Nez Perce, Landowners Square Off Over Water Rightsby Pat McCoy
Capital Press - January 11, 2002
BOISE -- The Nez Perce Tribe wants roughly 50 percent of the water contained in some 1,800 springs and seeps in several Idaho Power counties, from Adams to Latah.
The tribe's claims have upset some 800 landowners.
The claims, based on 1863 treaty rights, were filed by the tribe as part of the Snake River Basin Abjudication, backed by the federal government as trustee for the Nez Perce, said Steven W. Strack, deputy attorney general.
The state is opposing those claims on several general grounds, he said.
"The treaty seems to imply it would only include springs and seeps on public lands. There is no anticipation these kinds of rights would apply to private lands," said Strack.

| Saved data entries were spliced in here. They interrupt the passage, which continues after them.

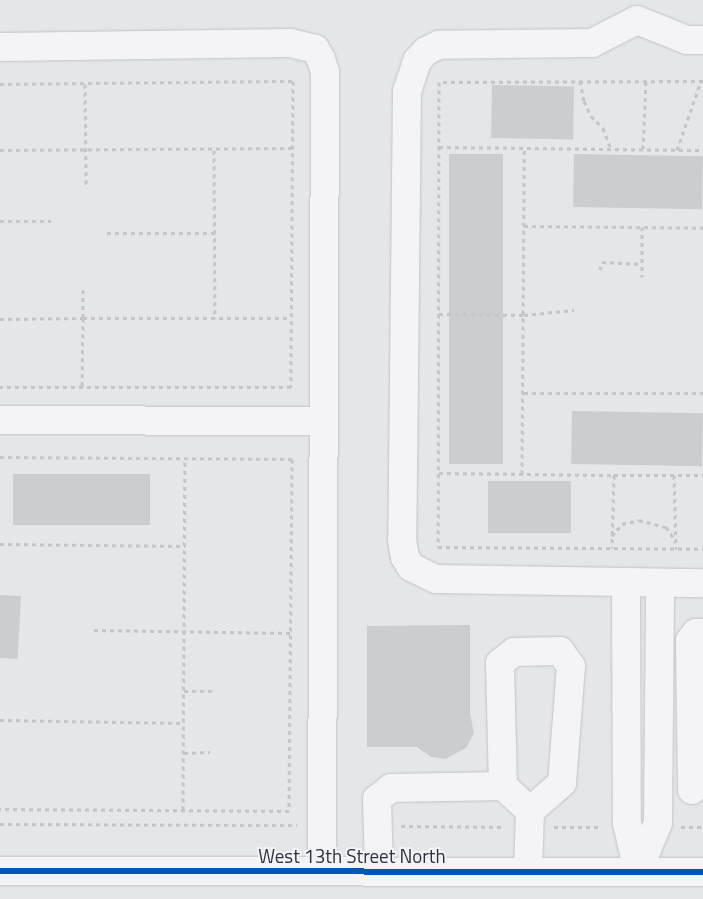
<!DOCTYPE html>
<style>
body{margin:0}
#map{position:relative;width:703px;height:899px;overflow:hidden;background:#e4e6e9;font-family:"Titillium Web",sans-serif}
div>[style]{position:absolute}
.building>*{inset:0;background:#cccdd1;transform-origin:0 0}
.path>*{height:3px;margin-top:-1.5px;transform-origin:0;background:repeating-linear-gradient(90deg,#c4c4c9 0 4px,transparent 0 8px)}
.roads{filter:drop-shadow(0 0 1px #c1c3c5) drop-shadow(0 0 1px #c1c3c5)}
.minor>*{height:28px;margin:-14px;padding:0 14px;transform-origin:14px;border-radius:14px;background:#f4f4f6}
.cycleway>*{height:6px;margin:-3px;padding:0 3px;transform-origin:3px;border-radius:3px;background:#0057b8}
span{translate:-50% -50%;white-space:nowrap;text-align:center;line-height:1.15;-webkit-text-stroke:4px #f3f4f7;paint-order:stroke}
.street-label{font-size:19px;color:#2d3041}
</style>
<div id="map">
<div class="building">
<div style="left:492px;top:85px;width:82px;height:53px;rotate:1deg"></div>
<div style="left:449px;top:154px;width:54px;height:310px"></div>
<div style="left:574px;top:154px;width:129px;height:53px;rotate:1deg"></div>
<div style="left:572px;top:411px;width:131px;height:53px;rotate:1deg"></div>
<div style="left:13px;top:474px;width:137px;height:51px"></div>
<div style="left:488px;top:481px;width:83px;height:52px"></div>
<div style="left:0;top:595px;width:21px;height:63px;rotate:3deg"></div>
<div style="clip-path:polygon(470px 625px,470px 713px,474px 733px,466px 748px,445px 759px,431px 757px,417px 747px,367px 747px,367px 626px)"></div>
</div>
<div class="path">
<div style="left:580px;top:81px;width:20px;rotate:79deg"></div>
<div style="left:584px;top:101px;width:17px;rotate:65deg"></div>
<div style="left:591px;top:116px;width:17px;rotate:45deg"></div>
<div style="left:603px;top:128px;width:22px;rotate:69deg"></div>
<div style="left:703px;top:81px;width:264px;rotate:179.8deg"></div>
<div style="left:439px;top:82px;width:465px;rotate:90.1deg"></div>
<div style="left:438px;top:547px;width:265px;rotate:0.4deg"></div>
<div style="left:0;top:84px;width:293px;rotate:-0.6deg"></div>
<div style="left:293px;top:81px;width:306px;rotate:90.4deg"></div>
<div style="left:291px;top:387px;width:291px;rotate:180deg"></div>
<div style="left:85px;top:84px;width:104px;rotate:89.4deg"></div>
<div style="left:439px;top:147px;width:264px;rotate:0.7deg"></div>
<div style="left:643px;top:149px;width:68px;rotate:-87.5deg"></div>
<div style="left:0;top:150px;width:292px;rotate:-0.4deg"></div>
<div style="left:214px;top:150px;width:168px;rotate:89.7deg"></div>
<div style="left:677px;top:150px;width:73px;rotate:-70.8deg"></div>
<div style="left:0;top:221px;width:51px"></div>
<div style="left:524px;top:226px;width:179px;rotate:0.6deg"></div>
<div style="left:642px;top:227px;width:50px;rotate:90deg"></div>
<div style="left:107px;top:233px;width:108px"></div>
<div style="left:600px;top:270px;width:8px;rotate:-76deg"></div>
<div style="left:602px;top:262px;width:40px;rotate:2.9deg"></div>
<div style="left:83px;top:290px;width:28px;rotate:90deg"></div>
<div style="left:83px;top:318px;width:208px"></div>
<div style="left:439px;top:314px;width:85px;rotate:0.7deg"></div>
<div style="left:524px;top:315px;width:50px;rotate:-5.7deg"></div>
<div style="left:0;top:319px;width:83px;rotate:-0.7deg"></div>
<div style="left:83px;top:318px;width:69px;rotate:90.8deg"></div>
<div style="left:524px;top:393px;width:179px"></div>
<div style="left:0;top:457px;width:292px;rotate:0.4deg"></div>
<div style="left:292px;top:459px;width:352px;rotate:90.5deg"></div>
<div style="left:289px;top:811px;width:289px;rotate:-179.6deg"></div>
<div style="left:439px;top:473px;width:175px;rotate:0.7deg"></div>
<div style="left:614px;top:475px;width:73px;rotate:91.6deg"></div>
<div style="left:522px;top:474px;width:326px;rotate:-89.6deg"></div>
<div style="left:614px;top:475px;width:89px"></div>
<div style="left:674px;top:475px;width:74px;rotate:88.5deg"></div>
<div style="left:612px;top:536px;width:16px;rotate:-50deg"></div>
<div style="left:622px;top:524px;width:17px;rotate:-13deg"></div>
<div style="left:639px;top:520px;width:28px;rotate:15deg"></div>
<div style="left:666px;top:527px;width:18px;rotate:56deg"></div>
<div style="left:0;top:544px;width:185px;rotate:0.6deg"></div>
<div style="left:94px;top:630px;width:197px;rotate:0.9deg"></div>
<div style="left:184px;top:691px;width:29px"></div>
<div style="left:0;top:720px;width:184px;rotate:0.9deg"></div>
<div style="left:184px;top:753px;width:26px;rotate:-2deg"></div>
<div style="left:183px;top:810px;width:352px;rotate:-89.7deg"></div>
<div style="left:0;top:824px;width:297px;rotate:0.2deg"></div>
<div style="left:401px;top:826px;width:104px;rotate:0.6deg"></div>
<div style="left:554px;top:827px;width:48px"></div>
<div style="left:681px;top:827px;width:22px"></div>
</div>
<div class="roads">
<div class="minor">
<div style="left:703px;top:40px;width:16px;rotate:180deg"></div>
<div style="left:687px;top:40px;width:54px;rotate:-158.2deg"></div>
<div style="left:637px;top:20px;width:51px;rotate:152.9deg"></div>
<div style="left:592px;top:43px;width:153px;rotate:179.3deg"></div>
<div style="left:439px;top:45px;width:14px;rotate:155deg"></div>
<div style="left:426px;top:51px;width:13px;rotate:132deg"></div>
<div style="left:417px;top:61px;width:32px;rotate:108deg"></div>
<div style="left:407px;top:91px;width:448px;rotate:90.6deg"></div>
<div style="left:402px;top:539px;width:18px;rotate:81deg"></div>
<div style="left:405px;top:557px;width:12px;rotate:59deg"></div>
<div style="left:411px;top:567px;width:28px;rotate:26deg"></div>
<div style="left:436px;top:579px;width:267px;rotate:0.9deg"></div>
<div style="left:0;top:47px;width:290px;rotate:-0.8deg"></div>
<div style="left:290px;top:43px;width:26px;rotate:13deg"></div>
<div style="left:315px;top:49px;width:12px;rotate:59deg"></div>
<div style="left:321px;top:59px;width:14px;rotate:73deg"></div>
<div style="left:325px;top:72px;width:799px;rotate:90.22deg"></div>
<div style="left:0;top:420px;width:323px;rotate:0.2deg"></div>
<div style="left:626px;top:583px;width:240px;rotate:89.8deg"></div>
<div style="left:627px;top:823px;width:49px;rotate:77.1deg"></div>
<div style="left:692px;top:790px;width:149px;rotate:-90.8deg"></div>
<div style="left:690px;top:641px;width:10px;rotate:-53deg"></div>
<div style="left:696px;top:633px;width:7px"></div>
<div style="left:0;top:871px;width:703px;rotate:0.08deg"></div>
<div style="left:379px;top:871px;width:72px;rotate:-91.6deg"></div>
<div style="left:377px;top:799px;width:18px;rotate:-38deg"></div>
<div style="left:391px;top:788px;width:112px;rotate:-1deg"></div>
<div style="left:503px;top:786px;width:123px;rotate:-91.4deg"></div>
<div style="left:500px;top:663px;width:18px;rotate:-38deg"></div>
<div style="left:514px;top:652px;width:46px;rotate:-1.2deg"></div>
<div style="left:560px;top:651px;width:19px;rotate:54deg"></div>
<div style="left:571px;top:666px;width:117px;rotate:94.4deg"></div>
<div style="left:562px;top:783px;width:43px;rotate:138.8deg"></div>
<div style="left:530px;top:811px;width:37px;rotate:-137deg"></div>
<div style="left:528px;top:871px;width:60px;rotate:-88.1deg"></div>
<div style="left:638px;top:871px;width:52px;rotate:-67.4deg"></div>
<div style="left:658px;top:823px;width:240px;rotate:-89.5deg"></div>
</div>
</div>
<div class="cycleway">
<div style="left:0;top:871px;width:703px;rotate:0.08deg"></div>
</div>
<div class="street-label">
<span style="left:352px;top:856px">West 13th Street North</span>
</div>
</div>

"Also, the state argues the tribe is claiming a lot more than they're entitled to. In the Treaty Commision reports of the era, federal officials indicated the springs and seeps involved were few in number, and in very remote areas. The intent in 1863 seems to have been to give the Nez Perce rights to only remote springs that had no other potential use," he said.
The tribal claims are for everything beyond a quarter of a mile from a perennial stream. Some 1,200 of those springs and seeps are on private lands held by some 800 landowners, and another 600 on public lands, Strack said.
In filing those claims, the tribe is asking for access to the springs and seeps involved across private lands for stockwater, wildlife, cultural and ceremonial uses, he said.
"It's an interesting legal issue," Strack said. "A federal reserve water right on private land is unheard of. There's been a lot of interest as people learn about this. The majority of the private lands involved are ranchettes. There are a few remote ranches where the springs are a source of domestic water for a landowner."
Strack sent a general letter to water right claimants in the region last fall alerting them to the tribal claims, and advising them that the state is objecting.
However, the state cannot represent the interests of individuals in the SRBA, he said.
Some people chose to get their own attorney and intevene in the case early. Others are waiting to see what happens, he said.
The case is in the middle of the discovery period right now, and that will continue until May. Summary judgements and motions are slated to be filed the last week of May. If those don't resolve the case, a formal trial is scheduled to begin in October, Strack said.